┏━━

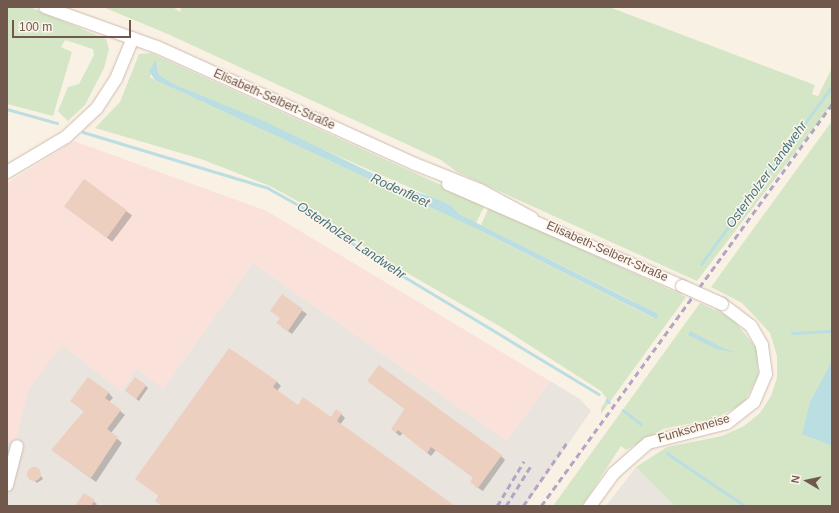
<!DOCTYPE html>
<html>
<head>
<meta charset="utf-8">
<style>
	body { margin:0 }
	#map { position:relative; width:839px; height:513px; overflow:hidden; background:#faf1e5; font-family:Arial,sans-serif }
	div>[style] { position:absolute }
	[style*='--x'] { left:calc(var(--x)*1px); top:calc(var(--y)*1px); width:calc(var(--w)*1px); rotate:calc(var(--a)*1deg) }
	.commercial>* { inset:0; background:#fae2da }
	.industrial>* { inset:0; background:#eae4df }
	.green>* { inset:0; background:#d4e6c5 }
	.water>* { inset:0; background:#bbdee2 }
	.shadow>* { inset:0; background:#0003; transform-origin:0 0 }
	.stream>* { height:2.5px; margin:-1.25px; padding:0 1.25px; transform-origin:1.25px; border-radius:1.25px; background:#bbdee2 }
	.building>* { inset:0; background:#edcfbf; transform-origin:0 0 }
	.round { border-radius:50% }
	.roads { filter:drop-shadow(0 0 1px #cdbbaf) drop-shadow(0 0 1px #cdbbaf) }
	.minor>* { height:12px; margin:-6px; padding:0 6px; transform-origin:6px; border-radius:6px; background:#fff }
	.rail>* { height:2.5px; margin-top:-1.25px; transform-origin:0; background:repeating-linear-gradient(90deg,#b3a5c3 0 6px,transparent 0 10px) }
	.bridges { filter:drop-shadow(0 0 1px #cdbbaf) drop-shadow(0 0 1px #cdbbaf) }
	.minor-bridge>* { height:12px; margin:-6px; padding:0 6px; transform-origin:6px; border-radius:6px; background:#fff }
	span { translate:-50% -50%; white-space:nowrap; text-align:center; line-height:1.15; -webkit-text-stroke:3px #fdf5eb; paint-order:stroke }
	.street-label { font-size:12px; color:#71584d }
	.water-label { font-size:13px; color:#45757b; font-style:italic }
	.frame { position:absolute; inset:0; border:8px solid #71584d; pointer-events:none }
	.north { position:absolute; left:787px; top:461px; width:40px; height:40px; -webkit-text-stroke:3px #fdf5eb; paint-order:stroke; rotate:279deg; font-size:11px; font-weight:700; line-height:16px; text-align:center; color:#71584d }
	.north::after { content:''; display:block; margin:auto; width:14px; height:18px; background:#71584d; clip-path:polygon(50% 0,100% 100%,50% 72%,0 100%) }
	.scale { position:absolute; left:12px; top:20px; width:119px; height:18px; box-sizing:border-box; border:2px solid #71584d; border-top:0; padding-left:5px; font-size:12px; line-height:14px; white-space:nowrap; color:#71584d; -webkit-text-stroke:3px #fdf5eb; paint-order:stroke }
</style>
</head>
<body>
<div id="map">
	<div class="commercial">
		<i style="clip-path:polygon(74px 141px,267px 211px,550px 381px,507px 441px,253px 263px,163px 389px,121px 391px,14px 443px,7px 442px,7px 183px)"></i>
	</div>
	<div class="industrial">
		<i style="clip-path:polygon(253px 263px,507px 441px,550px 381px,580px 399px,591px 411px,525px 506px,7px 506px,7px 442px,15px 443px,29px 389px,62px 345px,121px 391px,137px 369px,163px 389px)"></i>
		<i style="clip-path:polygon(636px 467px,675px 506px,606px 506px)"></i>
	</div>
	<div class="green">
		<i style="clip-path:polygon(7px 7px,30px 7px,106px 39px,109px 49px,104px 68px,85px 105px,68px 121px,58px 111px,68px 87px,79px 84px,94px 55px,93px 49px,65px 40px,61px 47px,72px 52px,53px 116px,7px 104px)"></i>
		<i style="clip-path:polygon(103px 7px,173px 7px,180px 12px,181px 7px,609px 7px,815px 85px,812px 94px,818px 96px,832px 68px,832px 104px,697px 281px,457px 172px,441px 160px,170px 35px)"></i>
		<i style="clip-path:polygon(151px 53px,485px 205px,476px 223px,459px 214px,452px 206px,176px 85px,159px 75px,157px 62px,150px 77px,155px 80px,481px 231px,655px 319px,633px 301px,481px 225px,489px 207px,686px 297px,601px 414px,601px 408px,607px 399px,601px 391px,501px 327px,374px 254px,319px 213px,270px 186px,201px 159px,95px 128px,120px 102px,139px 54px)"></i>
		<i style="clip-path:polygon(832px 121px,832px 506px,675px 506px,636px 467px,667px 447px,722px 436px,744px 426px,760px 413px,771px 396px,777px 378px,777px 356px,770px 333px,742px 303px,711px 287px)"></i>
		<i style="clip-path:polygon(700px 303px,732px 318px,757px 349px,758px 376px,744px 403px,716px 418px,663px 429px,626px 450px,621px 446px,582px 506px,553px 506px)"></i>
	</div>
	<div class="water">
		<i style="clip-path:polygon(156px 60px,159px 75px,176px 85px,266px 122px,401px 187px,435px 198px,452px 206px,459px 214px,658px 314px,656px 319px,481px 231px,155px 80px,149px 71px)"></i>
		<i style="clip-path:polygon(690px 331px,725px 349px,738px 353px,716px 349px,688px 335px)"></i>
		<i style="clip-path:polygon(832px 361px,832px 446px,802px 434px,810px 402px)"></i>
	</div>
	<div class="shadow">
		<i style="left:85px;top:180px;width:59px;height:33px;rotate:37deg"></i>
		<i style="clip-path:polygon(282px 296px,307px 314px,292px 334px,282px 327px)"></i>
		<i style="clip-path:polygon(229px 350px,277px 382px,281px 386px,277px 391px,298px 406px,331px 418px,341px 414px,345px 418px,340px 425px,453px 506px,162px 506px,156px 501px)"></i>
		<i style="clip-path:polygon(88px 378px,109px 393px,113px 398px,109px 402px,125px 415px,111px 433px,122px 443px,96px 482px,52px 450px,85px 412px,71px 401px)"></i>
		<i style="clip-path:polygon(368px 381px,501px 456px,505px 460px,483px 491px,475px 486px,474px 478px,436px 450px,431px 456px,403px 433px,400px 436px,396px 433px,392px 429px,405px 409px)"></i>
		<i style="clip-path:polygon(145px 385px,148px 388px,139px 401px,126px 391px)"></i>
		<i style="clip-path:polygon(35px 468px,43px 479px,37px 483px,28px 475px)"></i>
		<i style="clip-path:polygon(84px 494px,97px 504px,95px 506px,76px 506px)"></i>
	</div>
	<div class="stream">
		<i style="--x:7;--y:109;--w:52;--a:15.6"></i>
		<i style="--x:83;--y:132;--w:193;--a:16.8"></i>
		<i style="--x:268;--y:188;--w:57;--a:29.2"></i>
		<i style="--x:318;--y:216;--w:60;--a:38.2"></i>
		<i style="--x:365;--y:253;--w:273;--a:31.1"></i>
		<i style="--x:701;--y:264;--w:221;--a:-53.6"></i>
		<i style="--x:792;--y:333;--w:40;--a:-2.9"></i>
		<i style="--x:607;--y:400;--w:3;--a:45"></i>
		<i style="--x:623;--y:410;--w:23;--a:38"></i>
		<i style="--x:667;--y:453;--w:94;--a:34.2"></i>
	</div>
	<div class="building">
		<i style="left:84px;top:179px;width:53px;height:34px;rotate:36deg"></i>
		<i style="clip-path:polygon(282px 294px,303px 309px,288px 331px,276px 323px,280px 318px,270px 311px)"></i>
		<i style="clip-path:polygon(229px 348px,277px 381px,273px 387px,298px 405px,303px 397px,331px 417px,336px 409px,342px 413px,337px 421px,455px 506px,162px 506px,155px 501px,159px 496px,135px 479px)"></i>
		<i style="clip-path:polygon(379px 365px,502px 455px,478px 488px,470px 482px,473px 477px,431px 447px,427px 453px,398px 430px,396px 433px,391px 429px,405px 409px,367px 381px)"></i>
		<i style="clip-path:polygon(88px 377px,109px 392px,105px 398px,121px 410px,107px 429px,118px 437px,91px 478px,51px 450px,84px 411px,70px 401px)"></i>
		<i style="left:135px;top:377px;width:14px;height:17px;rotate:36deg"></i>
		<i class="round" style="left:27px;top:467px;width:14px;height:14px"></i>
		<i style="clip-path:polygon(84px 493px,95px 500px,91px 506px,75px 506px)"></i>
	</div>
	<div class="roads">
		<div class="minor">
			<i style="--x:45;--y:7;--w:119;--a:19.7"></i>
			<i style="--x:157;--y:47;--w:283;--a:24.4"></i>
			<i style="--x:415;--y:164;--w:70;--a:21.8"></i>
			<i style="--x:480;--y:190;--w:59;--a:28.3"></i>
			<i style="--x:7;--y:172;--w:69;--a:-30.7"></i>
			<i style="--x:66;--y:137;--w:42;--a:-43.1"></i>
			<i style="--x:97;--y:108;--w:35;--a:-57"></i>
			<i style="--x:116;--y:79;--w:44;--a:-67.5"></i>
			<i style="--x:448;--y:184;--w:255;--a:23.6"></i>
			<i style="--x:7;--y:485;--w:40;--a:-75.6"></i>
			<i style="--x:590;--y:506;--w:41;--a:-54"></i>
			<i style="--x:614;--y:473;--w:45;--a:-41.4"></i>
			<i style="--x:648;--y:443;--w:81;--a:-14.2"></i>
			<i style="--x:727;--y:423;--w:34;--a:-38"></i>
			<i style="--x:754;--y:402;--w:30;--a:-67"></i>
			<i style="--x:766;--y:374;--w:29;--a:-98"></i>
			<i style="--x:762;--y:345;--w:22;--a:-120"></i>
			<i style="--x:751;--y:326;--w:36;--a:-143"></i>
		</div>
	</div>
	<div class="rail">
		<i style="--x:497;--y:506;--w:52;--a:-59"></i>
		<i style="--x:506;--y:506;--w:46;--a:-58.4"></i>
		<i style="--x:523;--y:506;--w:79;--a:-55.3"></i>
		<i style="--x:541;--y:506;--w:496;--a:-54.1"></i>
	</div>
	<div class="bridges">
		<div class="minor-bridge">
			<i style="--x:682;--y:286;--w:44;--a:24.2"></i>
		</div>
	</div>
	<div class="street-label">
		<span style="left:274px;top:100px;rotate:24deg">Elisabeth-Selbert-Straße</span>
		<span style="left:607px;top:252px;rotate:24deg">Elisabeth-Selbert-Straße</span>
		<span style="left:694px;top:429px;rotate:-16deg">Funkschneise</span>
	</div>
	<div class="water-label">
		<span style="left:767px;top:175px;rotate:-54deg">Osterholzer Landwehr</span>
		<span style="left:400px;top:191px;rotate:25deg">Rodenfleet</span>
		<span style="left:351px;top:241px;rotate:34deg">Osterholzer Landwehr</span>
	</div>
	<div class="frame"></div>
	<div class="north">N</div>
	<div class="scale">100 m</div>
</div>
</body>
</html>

┗━━

__REQUIRED ACTION__: The word to find is "stream". Copy every line of the data that holds it.

__SOLUTION FOR THIS EXERCISE__:
	.stream>* { height:2.5px; margin:-1.25px; padding:0 1.25px; transform-origin:1.25px; border-radius:1.25px; background:#bbdee2 }
	<div class="stream">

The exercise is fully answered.